Wednesday, Feb. 6, 2008 | I wanted to respond to the reader who wishes he could have walked away from his home but didn’t because of his sense of honor made him stick it out and try to stand by the contract that he signed. I admire this reader (sorry, I’m assuming the writer is male in this situation) and what he has done, the sacrifices made and the determination he has in the face of his dwindling savings.
However, there is another side. My brother and his wife bought a small two-bedroom condo a few years ago, at or near the peak of the real estate market. They wanted to “get into something” before homeownership got too out of reach. They too financed 100 percent, but as first time buyers. In the following months, my brother was injured on the job and they had a child.
Now, he’s on disability (which allows him to stay home with the kid) and she has to support both of them because disability doesn’t cover much of anything. When the mortgage increased because of the adjustable rate, their house payment more than doubled.
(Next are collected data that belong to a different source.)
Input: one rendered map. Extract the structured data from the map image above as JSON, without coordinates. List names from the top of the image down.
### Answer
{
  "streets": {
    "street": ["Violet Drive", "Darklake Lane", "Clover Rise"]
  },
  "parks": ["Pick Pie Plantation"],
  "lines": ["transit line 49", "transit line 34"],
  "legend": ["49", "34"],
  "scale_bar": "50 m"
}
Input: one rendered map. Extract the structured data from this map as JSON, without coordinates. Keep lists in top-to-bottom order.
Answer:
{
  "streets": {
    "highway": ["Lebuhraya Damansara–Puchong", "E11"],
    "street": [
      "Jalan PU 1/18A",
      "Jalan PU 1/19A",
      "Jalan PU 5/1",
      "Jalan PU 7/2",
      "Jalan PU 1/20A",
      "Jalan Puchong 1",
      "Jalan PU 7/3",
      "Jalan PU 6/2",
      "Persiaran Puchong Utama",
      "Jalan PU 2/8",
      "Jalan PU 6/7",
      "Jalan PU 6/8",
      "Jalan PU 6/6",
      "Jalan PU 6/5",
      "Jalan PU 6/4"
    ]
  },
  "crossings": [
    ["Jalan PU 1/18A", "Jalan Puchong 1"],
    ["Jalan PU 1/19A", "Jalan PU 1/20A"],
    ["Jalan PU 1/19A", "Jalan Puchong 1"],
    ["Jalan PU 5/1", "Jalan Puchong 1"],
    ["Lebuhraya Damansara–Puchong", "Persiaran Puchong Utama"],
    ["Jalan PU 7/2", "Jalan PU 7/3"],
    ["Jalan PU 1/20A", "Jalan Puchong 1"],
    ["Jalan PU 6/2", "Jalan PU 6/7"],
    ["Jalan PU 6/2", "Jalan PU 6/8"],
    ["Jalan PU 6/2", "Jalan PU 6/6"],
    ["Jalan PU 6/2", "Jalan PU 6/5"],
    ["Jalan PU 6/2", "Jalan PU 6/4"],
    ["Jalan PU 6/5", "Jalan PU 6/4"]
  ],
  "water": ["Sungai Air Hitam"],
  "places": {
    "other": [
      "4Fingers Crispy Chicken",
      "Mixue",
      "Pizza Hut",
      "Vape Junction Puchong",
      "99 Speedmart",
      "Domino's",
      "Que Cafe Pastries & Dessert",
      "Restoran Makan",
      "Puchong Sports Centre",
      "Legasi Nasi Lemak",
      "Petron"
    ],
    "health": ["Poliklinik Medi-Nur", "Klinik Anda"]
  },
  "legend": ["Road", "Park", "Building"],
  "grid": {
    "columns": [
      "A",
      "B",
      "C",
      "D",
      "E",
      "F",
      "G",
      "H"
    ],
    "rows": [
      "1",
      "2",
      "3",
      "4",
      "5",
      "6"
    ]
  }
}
They tried to talk to the bank about refinancing, but they owe more on it now than it can be sold for. The bank told them that they weren’t interested in talking and threatened foreclosure.
They went hunting for another bank, family members, anything that could keep them in their house. They were not successful and they finally made the heart wrenching decision to “walk away.” They discovered that they could rent a larger house with a yard for the kid to play in and a garage for less than half of what their monthly mortgage was … before it doubled. They are able to save substantially more than they were before the move.
They did not come about this decision lightly, nor did they want this to be the way it turned out. They truly regret that they were forced to make this decision, but there was no alternative. They tried to “honor their obligations”, as your reader suggests, but it was not possible for them. For him to suggest that people who walk away from their homes are not honorable is insulting. I believe my brother and his wife made the most honorable decision they could for their family.